As pessoas me dizem que a Rosa é uma personagem que carrega o mundo nas costas. Sim, mas a Rosa mora em Londres – São Paulo é como Londres, é um lugar único, à parte. Imagina a mulher que mora na periferia, que não tem marido, com cinco filhos, sem uma escola forte, precisa deixar as crianças com a vizinha, pega duas ou três conduções todos os dias para ir trabalhar? A gente precisa falar sobre isso. E, de preferência, com uma boa história, pra não ser um discurso chato, entediante.
A Laís Bodanzky lhe agradeceu publicamente por você ter ‘lutado muito por esse papel’. O que ela quis dizer com isso?
Lutei muito porque não queria que a personagem fosse uma vítima. Na feitura, em vários momentos fui contra o que estava escrito. Dizia “aqui acho que ela não iria abaixar a cabeça”, por exemplo.

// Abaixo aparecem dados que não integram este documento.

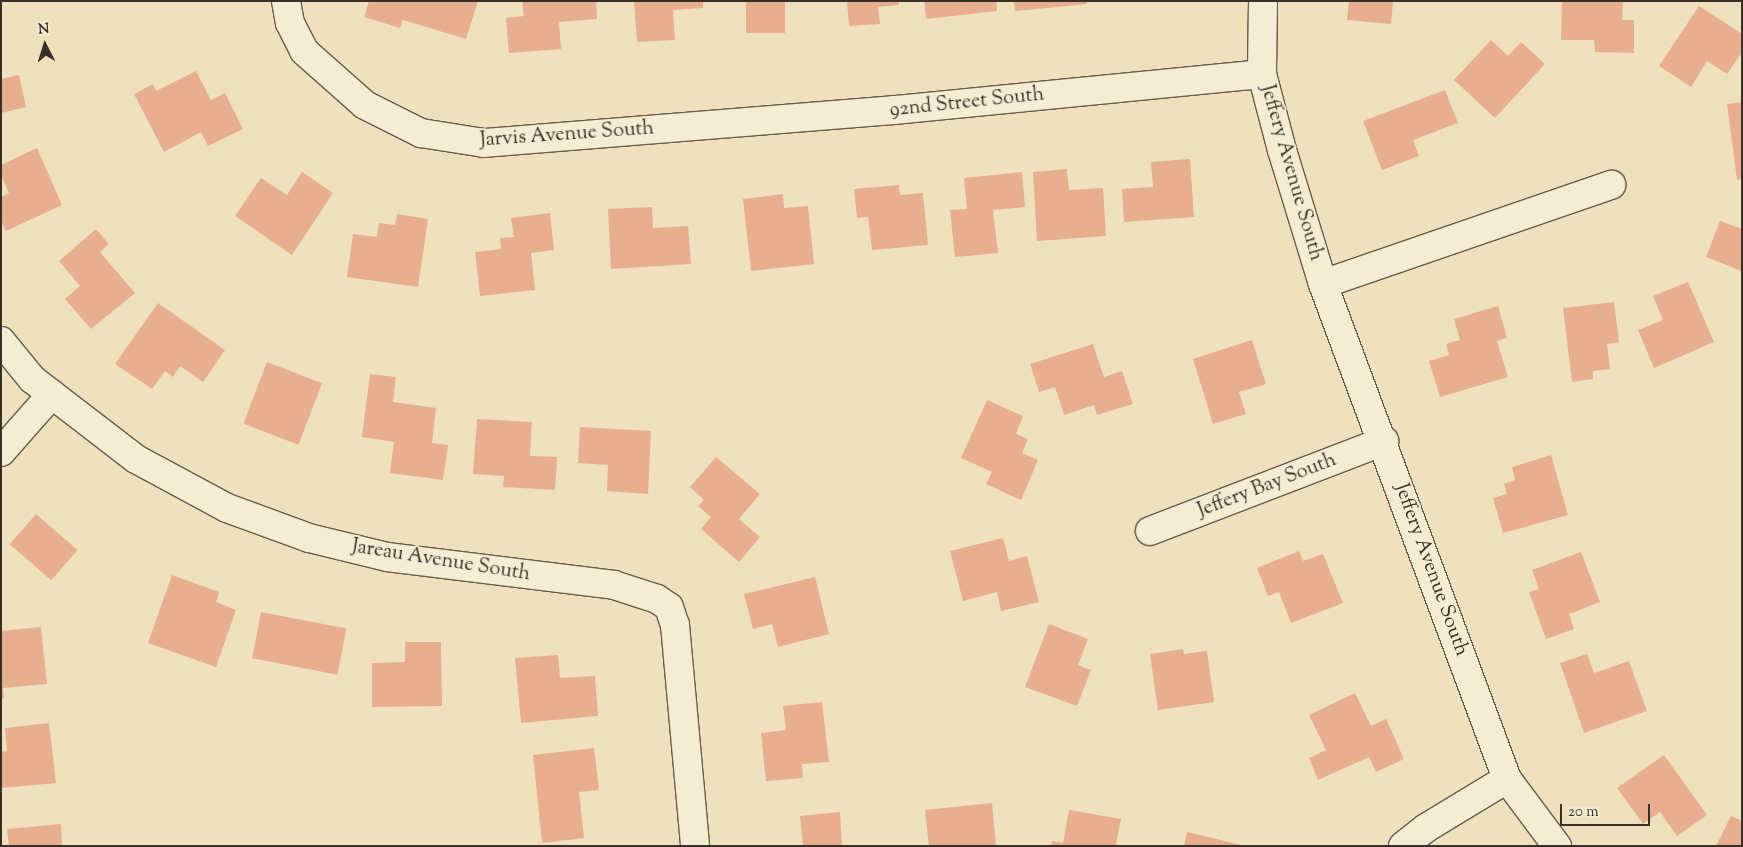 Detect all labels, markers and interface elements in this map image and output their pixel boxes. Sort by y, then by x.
north arrow [20,20,70,70]
text: N [37,20,50,41]
street label: Jeffery Avenue South [1254,82,1328,264]
street label: 92nd Street South [889,83,1045,123]
street label: Jarvis Avenue South [479,117,655,153]
street label: Jeffery Bay South [1194,449,1340,523]
street label: Jeffery Avenue South [1389,480,1473,660]
street label: Jareau Avenue South [350,535,532,587]
scale bar [1563,794,1653,826]
text: 20 m [1568,802,1599,823]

Nesse sentido, fiquei o tempo todo brigando para que a Rosa fosse forte, sem se subjugar à mãe ou ao marido. É claro que já tinha esse olhar no roteiro, mas estava sempre alerta. Lembro de uma cena específica, na qual o Paulinho (Vilhena, que interpreta o marido da Rosa no filme) diz: “essa revista que você leu, você leu errado, não era nada disso”. E a Laís me orientou: “Maria, preciso que a Rosa se sinta acuada nesse momento, pois o marido entende muito mais do assunto do que ela”. E respondi: “tá ótimo, mas vai depender dele. Se ele acuar a Rosa, vou ficar acuada. Agora, se ele não acuar, vou responder à altura”. Entende a diferença?
A Rosa é uma personagem que erra muito, mas não tem medo de assumir esses erros e logo em seguida vai lá e pede desculpas. Como é construir um personagem que não é perfeito?
Graças a Deus, né? É muito bom. E também raro. Fazer um personagem humano, que não é maniqueísta. Que erra, é grossa com a filha, depois se arrepende e vai dar um abraço, pede desculpas. A vida é assim, a gente está o tempo inteiro consertando relações. Procuro ensinar isso aos meus filhos. Brigou com um amiguinho? Faz as pazes. E se ele pediu desculpas, vai lá e perdoa. Personagens assim são maravilhosos e difíceis de encontrar. Ninguém é bom ou mau, mas todo mundo é bom ou mal, depende do momento.
O Paulo Vilhena vive teu marido em cena, e vocês já haviam trabalhado juntos no Entre Nós (2013). Fale um pouco sobre a parceria de vocês.
Eu sou apaixonada pelo Paulinho. Ele é o melhor amigo que tenho, o cara mais franco que conheço, é um ator generoso, que joga junto. Brinco que o Paulinho se faz de garotão pra ser gentil. Pra não parecer tão fodão. Ele é um excelente ator, um amigo incrível, e muito simples. É presente, sabe? Gosto muito de improvisar, e ele sempre topa, dá força. É um ator com o qual fico muito feliz em trabalhar junto.
Olhando para a tua filmografia, percebemos desde parcerias mais autorais, como com o Carlos Gerbase ou o Domingos de Oliveira, como também projetos que se tornaram fenômenos, como Tropa de Elite (2007). Em qual perfil o Como Nossos Pais se encaixa?
Como Nossos Pais é o filme da minha vida. Não sei se terei outra personagem tão maravilhosa quanto a Rosa. Prefiro fazer cinema de autor, acho mais gostoso. Acho super legal participar de projetos grandiosos, fico feliz com isso, mas gosto, mesmo, é de falar de relacionamentos. Mesmo no Tropa, a parte que me cabe é a DR, do casamento, da relação familiar. Gosto de falar da vida real. Se fosse escrever filmes, e talvez um dia crie coragem para isso, vou por essa praia do Domingos, da Laís, do pequeno drama.
Como Nossos Pais tem circulado pelo mundo todo. Como você tem percebido essas diferentes reações?
Fiquei muito chocada em Berlim, por exemplo, porque achei que na Europa a gente não fosse chamar tanta atenção. Você sabe, por lá eles costumam chegar mais junto. E porra nenhuma, foi o contrário. Todas as mulheres, principalmente, vinham falar comigo. E em Paris foi a mesma coisa. “Nossa, Meu Deus, maravilhoso, amei…” é o que nos diziam. Não foi à toa que a Sofia Coppola foi premiada em Cannes nesse ano. A gente tá vivendo uma parada que tá no universo. É pegar, mesmo, e ir em frente.